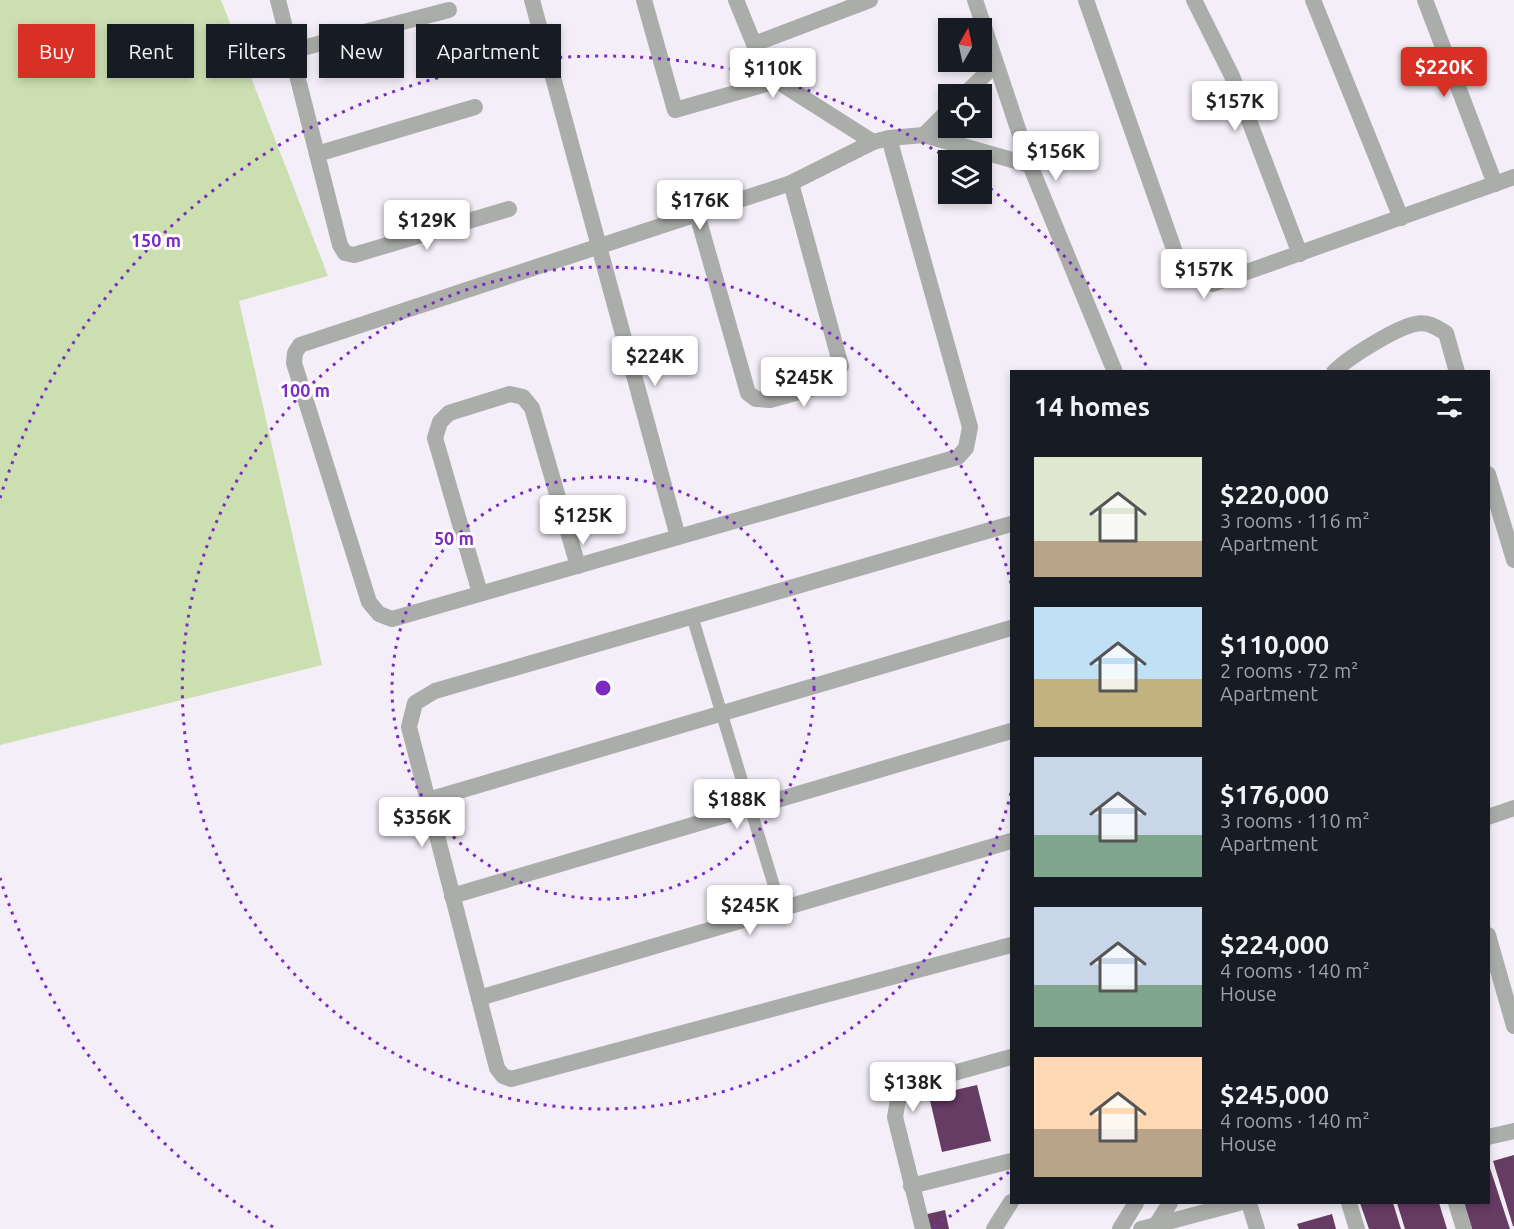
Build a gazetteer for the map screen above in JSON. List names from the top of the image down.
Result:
{
  "north": "top",
  "page": {
    "chip": [
      "Buy",
      "Rent",
      "Filters",
      "New",
      "Apartment"
    ],
    "price": [
      "$220K",
      "$110K",
      "$157K",
      "$156K",
      "$176K",
      "$129K",
      "$157K",
      "$224K",
      "$245K",
      "$125K",
      "$188K",
      "$356K",
      "$245K",
      "$138K"
    ],
    "heading": "14 homes",
    "list": [
      {
        "name": "$220,000",
        "note": "3 rooms · 116 m² · Apartment"
      },
      {
        "name": "$110,000",
        "note": "2 rooms · 72 m² · Apartment"
      },
      {
        "name": "$176,000",
        "note": "3 rooms · 110 m² · Apartment"
      },
      {
        "name": "$224,000",
        "note": "4 rooms · 140 m² · House"
      },
      {
        "name": "$245,000",
        "note": "4 rooms · 140 m² · House"
      }
    ]
  },
  "rings": ["150 m", "100 m", "50 m"]
}
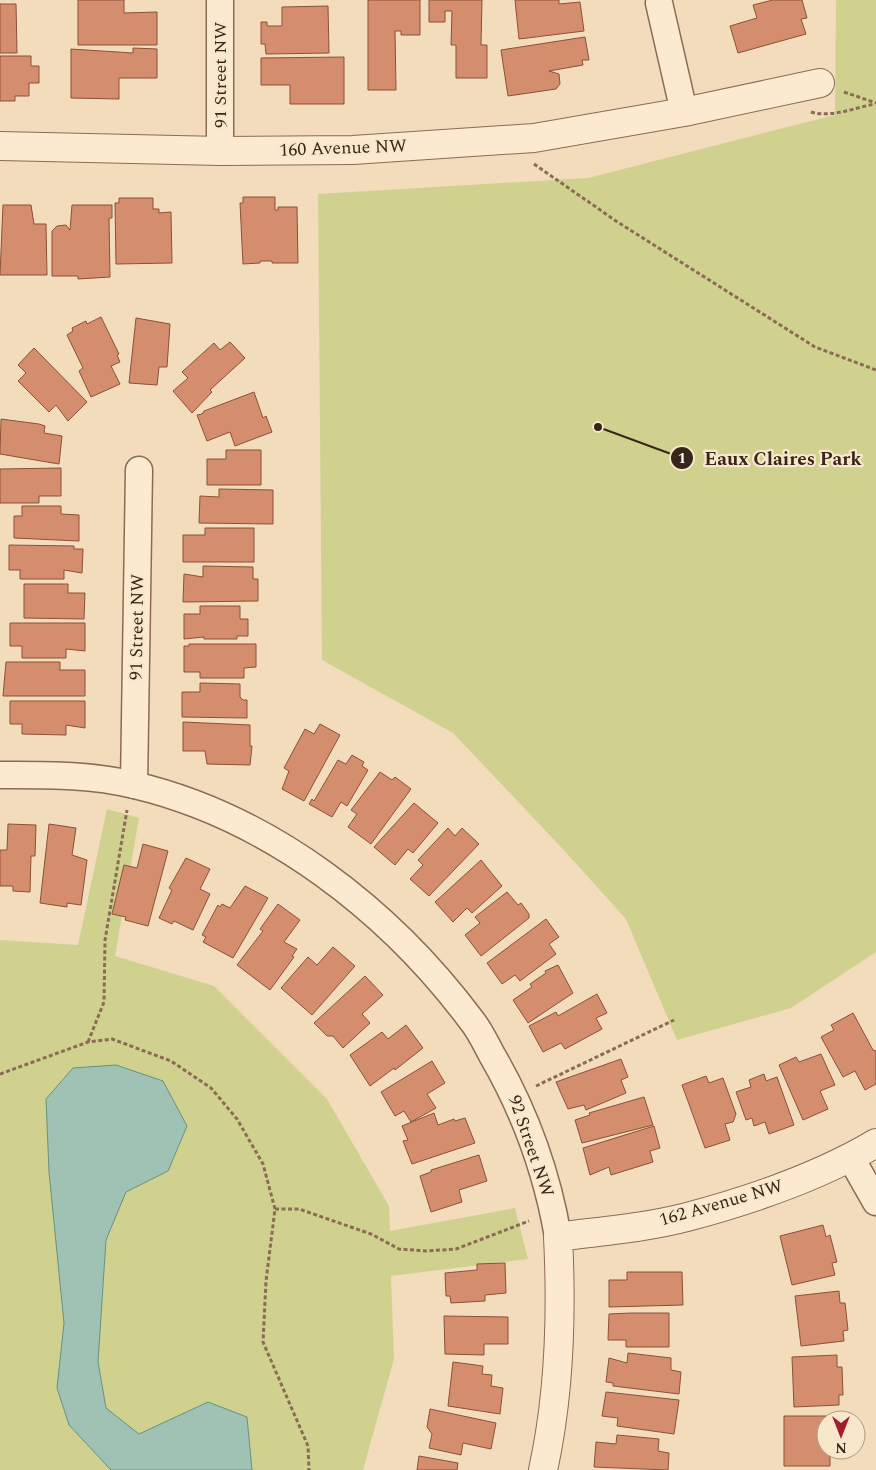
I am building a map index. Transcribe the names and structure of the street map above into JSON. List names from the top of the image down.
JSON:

━━━━━━━━

WHAT NEEDS TO BE DONE: Output every record exactly, minus the pictures.

EXERCISE SOLUTION:
Build a gazetteer for the map screen above in JSON. List names from the top of the image down.
Result:
{
  "north": "top",
  "page": {
    "chip": [
      "Buy",
      "Rent",
      "Filters",
      "New",
      "Apartment"
    ],
    "price": [
      "$220K",
      "$110K",
      "$157K",
      "$156K",
      "$176K",
      "$129K",
      "$157K",
      "$224K",
      "$245K",
      "$125K",
      "$188K",
      "$356K",
      "$245K",
      "$138K"
    ],
    "heading": "14 homes",
    "list": [
      {
        "name": "$220,000",
        "note": "3 rooms · 116 m² · Apartment"
      },
      {
        "name": "$110,000",
        "note": "2 rooms · 72 m² · Apartment"
      },
      {
        "name": "$176,000",
        "note": "3 rooms · 110 m² · Apartment"
      },
      {
        "name": "$224,000",
        "note": "4 rooms · 140 m² · House"
      },
      {
        "name": "$245,000",
        "note": "4 rooms · 140 m² · House"
      }
    ]
  },
  "rings": ["150 m", "100 m", "50 m"]
}
I am building a map index. Transcribe the names and structure of the street map above into JSON. List names from the top of the image down.
JSON:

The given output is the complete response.